Returning to Ground Zero 1

One of the two memorial pools at the 9/11 park in New York City.

Jamey Walston

Eight years ago in New York City I walked by a construction site. It was surrounded by fencing and black plastic, but through gaps I could see a hole. A massive hole. In 2001 it was one of the Twin Towers. People hurried by on the street somberly and I blended back into the crowd. 

On August 21st, I revisited the site. Walking through the small park, I stopped when I got to one of the memorial pools. Engraved with the names of those who died, the water rushed from under the border and cascaded over the edge into the deep, black basin like tears. Here in this park surrounded by trees and park benches, this spot still weeps for those lost to hatred and terror. The engraved border is wide and cold to the touch. Everyone places their hands on the stone and traces the names with their fingertips. Christopher, Mary Lou, Frank… A white rose is placed on a special engraving for Engine 65. 

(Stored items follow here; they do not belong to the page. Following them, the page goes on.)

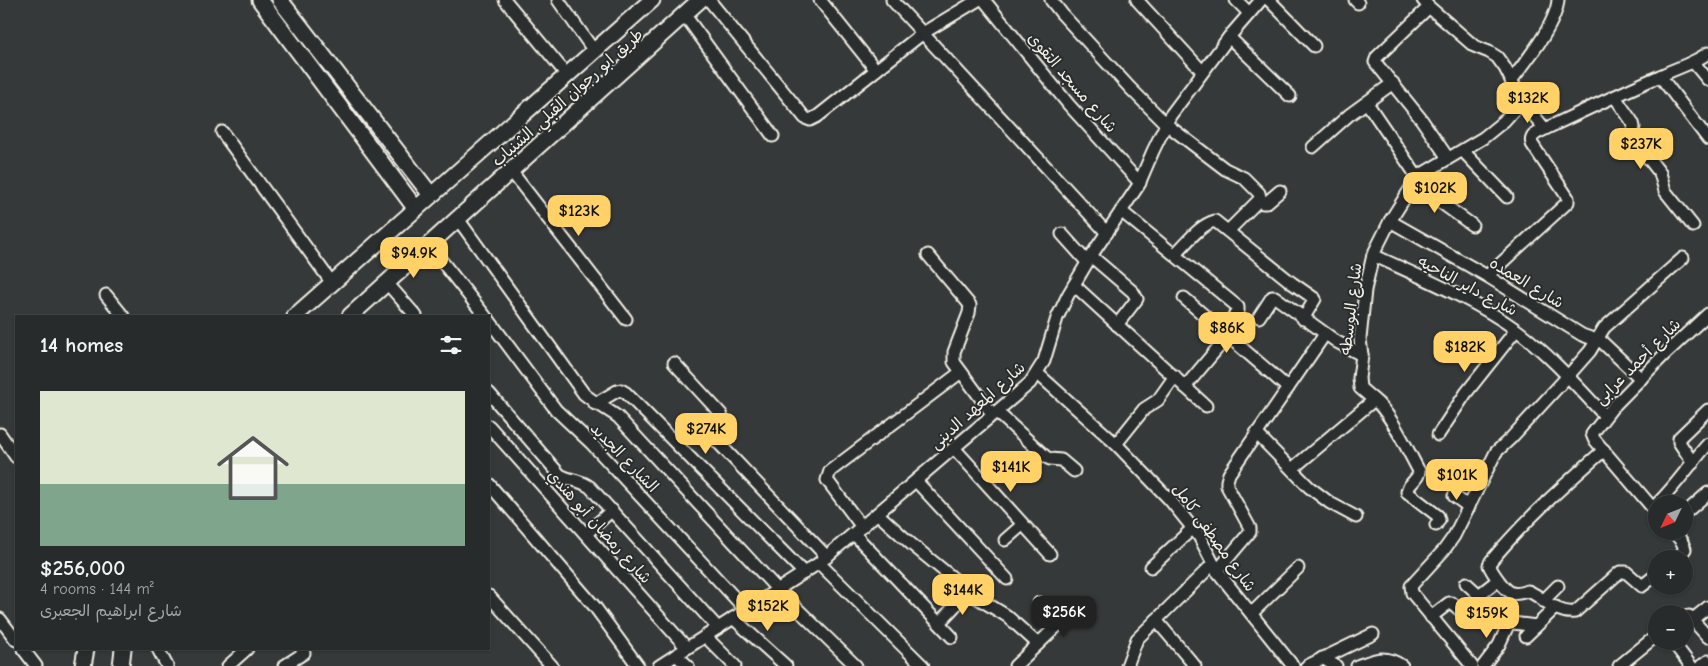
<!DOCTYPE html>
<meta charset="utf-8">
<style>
body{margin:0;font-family:"Comic Neue","Playpen Sans Arabic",sans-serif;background:#343737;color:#f1f3f6;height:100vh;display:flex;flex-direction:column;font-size:19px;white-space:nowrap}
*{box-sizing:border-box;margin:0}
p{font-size:16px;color:#a5a7a9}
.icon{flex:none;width:28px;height:28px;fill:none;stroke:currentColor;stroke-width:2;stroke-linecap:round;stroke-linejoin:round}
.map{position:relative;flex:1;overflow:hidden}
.details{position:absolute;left:15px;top:315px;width:475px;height:335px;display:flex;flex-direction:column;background:#282b2b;border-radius:0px;box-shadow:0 1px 4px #0004,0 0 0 1px #444747}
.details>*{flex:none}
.needle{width:32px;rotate:227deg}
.tools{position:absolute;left:1648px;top:495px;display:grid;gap:10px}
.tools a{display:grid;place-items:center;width:45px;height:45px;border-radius:50%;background:#282b2b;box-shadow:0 1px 4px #0004,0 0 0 1px #444747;font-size:25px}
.price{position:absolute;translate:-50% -42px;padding:0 11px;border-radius:10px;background:#ffd166;color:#111;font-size:16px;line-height:32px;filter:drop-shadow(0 1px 2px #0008)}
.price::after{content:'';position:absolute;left:50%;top:30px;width:15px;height:11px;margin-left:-8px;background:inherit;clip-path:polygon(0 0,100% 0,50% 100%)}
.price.active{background:#222;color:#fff}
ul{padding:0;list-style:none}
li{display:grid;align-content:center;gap:10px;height:265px;padding:0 25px}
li+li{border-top:1px solid #444747}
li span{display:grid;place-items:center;height:155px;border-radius:0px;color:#555}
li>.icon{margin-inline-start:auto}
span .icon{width:90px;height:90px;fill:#fffc;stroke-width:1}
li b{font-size:21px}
h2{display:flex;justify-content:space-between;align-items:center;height:60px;padding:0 25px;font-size:21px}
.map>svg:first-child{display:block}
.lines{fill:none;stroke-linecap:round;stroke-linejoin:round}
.street-casing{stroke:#f4f1e8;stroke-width:15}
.secondary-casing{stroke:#f4f1e8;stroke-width:19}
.street{stroke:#2a2d2e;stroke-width:11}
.secondary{stroke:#2a2d2e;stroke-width:15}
.labels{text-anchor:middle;stroke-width:4;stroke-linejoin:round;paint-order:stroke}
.street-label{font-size:16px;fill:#f4f1e8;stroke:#2a2d2e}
</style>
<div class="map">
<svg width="1708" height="666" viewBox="0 0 1708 666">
<rect width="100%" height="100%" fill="#363939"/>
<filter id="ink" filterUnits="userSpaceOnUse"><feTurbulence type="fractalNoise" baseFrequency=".02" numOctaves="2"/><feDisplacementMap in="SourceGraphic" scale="10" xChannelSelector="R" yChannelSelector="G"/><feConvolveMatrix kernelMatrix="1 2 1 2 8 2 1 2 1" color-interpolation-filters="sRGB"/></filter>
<g filter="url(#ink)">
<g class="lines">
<g class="street-casing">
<g id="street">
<polyline points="505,0 567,75"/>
<polyline points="558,0 594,51"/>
<polyline points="709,0 805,118 810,120 818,116 923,33 978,0"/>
<polyline points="820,0 876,70"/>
<polyline points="892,0 1107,233"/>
<polyline points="984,0 1069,105 1140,183"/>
<polyline points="1051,0 1062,14 1130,88 1166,124 1225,169 1244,178 1259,193 1260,197 1259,200 1228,231"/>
<polyline points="1137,0 1202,71"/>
<polyline points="1236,0 1249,13"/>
<polyline points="1269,0 1314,46"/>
<polyline points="1355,0 1358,3"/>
<polyline points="1423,0 1429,7 1474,46 1489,52 1497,57 1505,68 1522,101 1545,129"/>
<polyline points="1429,7 1377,57 1375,62 1421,119 1448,158"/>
<polyline points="684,14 773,136"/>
<polyline points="1229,37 1290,96"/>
<polyline points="1694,63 1708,80"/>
<polyline points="1660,76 1708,139"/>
<path d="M1511 81C1526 61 1556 25 1558 0"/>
<polyline points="1615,97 1633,123 1634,127 1631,136 1660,173 1665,191 1693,226"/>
<polyline points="1367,103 1418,178"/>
<polyline points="222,132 332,283"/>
<polyline points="1313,147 1349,115 1393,83"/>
<polyline points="1463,151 1507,197"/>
<polyline points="511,171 626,319"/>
<polyline points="1414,183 1472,225"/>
<polyline points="1259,200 1263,203 1266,203 1280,191"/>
<polyline points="1121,211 1238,307 1238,311 1221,332"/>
<path d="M458 219 584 394C595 403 607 409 618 417L777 589 856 666"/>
<polyline points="1390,221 1487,276 1582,335 1602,342 1641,379"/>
<polyline points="1062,234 1087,262"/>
<polyline points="429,245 485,316"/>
<path d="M1175 254C1186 244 1199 225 1215 221L1292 283 1315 299 1303 319"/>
<polyline points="928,255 970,305 969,313 954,352 954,362 993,415"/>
<path d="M1373 255C1420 277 1476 300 1518 331 1551 356 1577 386 1605 416"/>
<polyline points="1091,256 1133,292 1137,299 1117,325"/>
<path d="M1487 276 1568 202V198L1532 144C1529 135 1538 133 1545 129 1583 111 1621 93 1660 76 1676 68 1693 64 1708 53"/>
<polyline points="387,283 416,316"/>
<polyline points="1074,285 1206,406"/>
<polyline points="106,295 123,316"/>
<polyline points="1184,298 1288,388"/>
<polyline points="1259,317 1272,297 1275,297 1337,342 1362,355"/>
<polyline points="489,320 556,410 591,443 746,610"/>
<polyline points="674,363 721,414 722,421 710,432 711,435 827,557"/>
<polyline points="1037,373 1116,444 1170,500 1199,536 1217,571 1293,666"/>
<polyline points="1185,387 1227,337"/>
<path d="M489 393 560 475C570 481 579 479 590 487L718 628"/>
<polyline points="1374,400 1360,388 1359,378 1362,355 1360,339 1365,290 1373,255 1390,221 1414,183 1422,174 1483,138 1504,121 1522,101"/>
<polyline points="595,404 617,391 621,390 626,393 804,573"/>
<polyline points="997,412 1046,457 1050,459 1061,460 1074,471"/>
<polyline points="489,426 687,648"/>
<polyline points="1256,433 1309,487 1330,503 1356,517"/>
<polyline points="0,434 16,457"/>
<polyline points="1438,435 1466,393 1516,330"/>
<polyline points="1116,444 1144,409 1158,400 1175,376"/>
<polyline points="954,448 1050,554"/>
<path d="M1604 450C1564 485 1525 520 1491 561L1489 565C1492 572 1504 590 1512 593 1517 595 1523 592 1528 591 1543 597 1557 615 1575 612L1620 572H1626L1642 586 1656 575"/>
<polyline points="1693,463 1679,442 1679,438 1708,410"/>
<path d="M1292 469 1374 400C1389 410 1409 453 1419 471 1419 480 1408 483 1407 492L1438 516 1439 520 1436 525"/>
<polyline points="916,481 1007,579"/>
<polyline points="489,484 595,607 638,666"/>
<polyline points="1454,496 1469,507"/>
<path d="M1657 504C1676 486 1690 464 1708 444"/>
<polyline points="1656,512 1594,439 1592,434 1612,408 1665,354 1708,314"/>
<polyline points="878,514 910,543 976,597 1007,616 1038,644"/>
<polyline points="1684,514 1708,493"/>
<polyline points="862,527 827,480 830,471 961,372"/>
<polyline points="1673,531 1682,542 1685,549 1677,559"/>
<polyline points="586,534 612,510"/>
<polyline points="854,534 952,637"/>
<polyline points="1005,540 1022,525"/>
<polyline points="819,563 923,666"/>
<polyline points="1151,567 1193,528"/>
<polyline points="1217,571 1250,532 1250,528 1227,486 1227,481 1229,474 1325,334"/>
<polyline points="1466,583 1478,594 1480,594 1498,580"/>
<polyline points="489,596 552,666"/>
<polyline points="1543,601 1558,586"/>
<polyline points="1252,613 1298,568"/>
<polyline points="1431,617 1449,603 1452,603 1468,617 1536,626"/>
<polyline points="1684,617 1689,616 1708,637"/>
<polyline points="733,618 786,666"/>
<polyline points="0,619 16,640"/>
<polyline points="1693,619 1708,607"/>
<polyline points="1156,620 1195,666"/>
<polyline points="939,623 969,591"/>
<polyline points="705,636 735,666"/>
<polyline points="1526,636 1556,607"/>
<polyline points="1672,641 1691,666"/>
<polyline points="23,649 36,666"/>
<polyline points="158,649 167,666"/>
<polyline points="676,655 688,666"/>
<polyline points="1322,658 1336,666"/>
<polyline points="228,666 247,649"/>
<polyline points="284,666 304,653"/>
<polyline points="659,666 819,563 1030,383 1044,361 1057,318 1068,295 1091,256 1138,186 1153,151 1170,116 1229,37 1261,0"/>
<polyline points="1015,666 1056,627 1055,619 1039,603"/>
<polyline points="1127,666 1137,639 1213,564"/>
<polyline points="1307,666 1373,634"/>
<path d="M1357 666C1375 660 1384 654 1402 666"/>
<polyline points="1472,666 1412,593 1411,586 1444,550 1454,536 1496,452 1511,438 1568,376 1590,351 1604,328 1683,258"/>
<polyline points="1483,666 1499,645 1509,623"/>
<polyline points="1619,666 1656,636"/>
<polyline points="1701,666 1708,661"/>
</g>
</g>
<g class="secondary-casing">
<g id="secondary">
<polyline points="260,0 416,209"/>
<polyline points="280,0 431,195"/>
<polyline points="295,316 652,0"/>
<polyline points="350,316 700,0"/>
<polyline points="83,666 86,649"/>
<polyline points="121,666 123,649"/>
</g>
</g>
<use href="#street" class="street"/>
<use href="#secondary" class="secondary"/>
</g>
</g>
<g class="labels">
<g class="street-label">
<text transform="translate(1073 82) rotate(49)" y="6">شارع مسجد التقوى</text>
<text transform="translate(567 97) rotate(-42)" y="6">طريق ابو رجوان القبلي, الشنباب</text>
<text transform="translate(1527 282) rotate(31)" y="6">شارع العمده</text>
<text transform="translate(1468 285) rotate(28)" y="6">شارع داير الناحيه</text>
<text transform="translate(1350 309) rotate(-83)" y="6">شارع البوسطه</text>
<text transform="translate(1637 361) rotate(-45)" y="6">شارع أحمد عرابى</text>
<text transform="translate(977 405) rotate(-42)" y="6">شارع المعهد الدينى</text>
<text transform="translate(625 457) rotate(46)" y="6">الشارع الجديد</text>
<text transform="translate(600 526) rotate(48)" y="6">شارع رمضان أبو هندي</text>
<text transform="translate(1215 537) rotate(54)" y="6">شارع مصطفى كامل</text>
</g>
</g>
</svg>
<div class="tools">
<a><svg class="needle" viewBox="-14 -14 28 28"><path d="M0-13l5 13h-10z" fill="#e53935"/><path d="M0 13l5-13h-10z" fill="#a5a7a9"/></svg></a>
<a>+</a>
<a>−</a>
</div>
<b class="price" style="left:1528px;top:124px">$132K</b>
<b class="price" style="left:1641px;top:170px">$237K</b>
<b class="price" style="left:1435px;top:214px">$102K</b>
<b class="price" style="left:579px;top:237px">$123K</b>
<b class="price" style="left:414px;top:279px">$94.9K</b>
<b class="price" style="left:1227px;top:354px">$86K</b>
<b class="price" style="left:1465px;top:373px">$182K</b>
<b class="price" style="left:706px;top:455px">$274K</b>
<b class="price" style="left:1011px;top:493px">$141K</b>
<b class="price" style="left:1457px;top:501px">$101K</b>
<b class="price" style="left:963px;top:616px">$144K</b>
<b class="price" style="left:768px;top:632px">$152K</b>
<b class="price active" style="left:1064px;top:638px">$256K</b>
<b class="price" style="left:1487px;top:639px">$159K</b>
<section class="details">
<h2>14 homes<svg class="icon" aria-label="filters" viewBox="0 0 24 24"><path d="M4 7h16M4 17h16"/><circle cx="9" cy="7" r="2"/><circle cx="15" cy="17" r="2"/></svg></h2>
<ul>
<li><span style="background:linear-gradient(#dfe7d0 60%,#7fa58c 0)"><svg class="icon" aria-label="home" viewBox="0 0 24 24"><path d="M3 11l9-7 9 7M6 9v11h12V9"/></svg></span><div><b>$256,000</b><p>4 rooms · 144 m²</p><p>شارع ابراهيم الجعبرى</p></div></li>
</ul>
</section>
</div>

I look up to the One World Trade Center. When I stand beside it, I can’t even see the top. The tower is sleek, noble, and fierce. From the depths of the pool to the top of the Tower, the whole site seems to project this sense of bold resistance to terror. Standing here I feel the strength of this city and of our nation. As the anniversary of 9/11 approaches, I am glad to have visited the site where, though many lives were lost, terror did not win.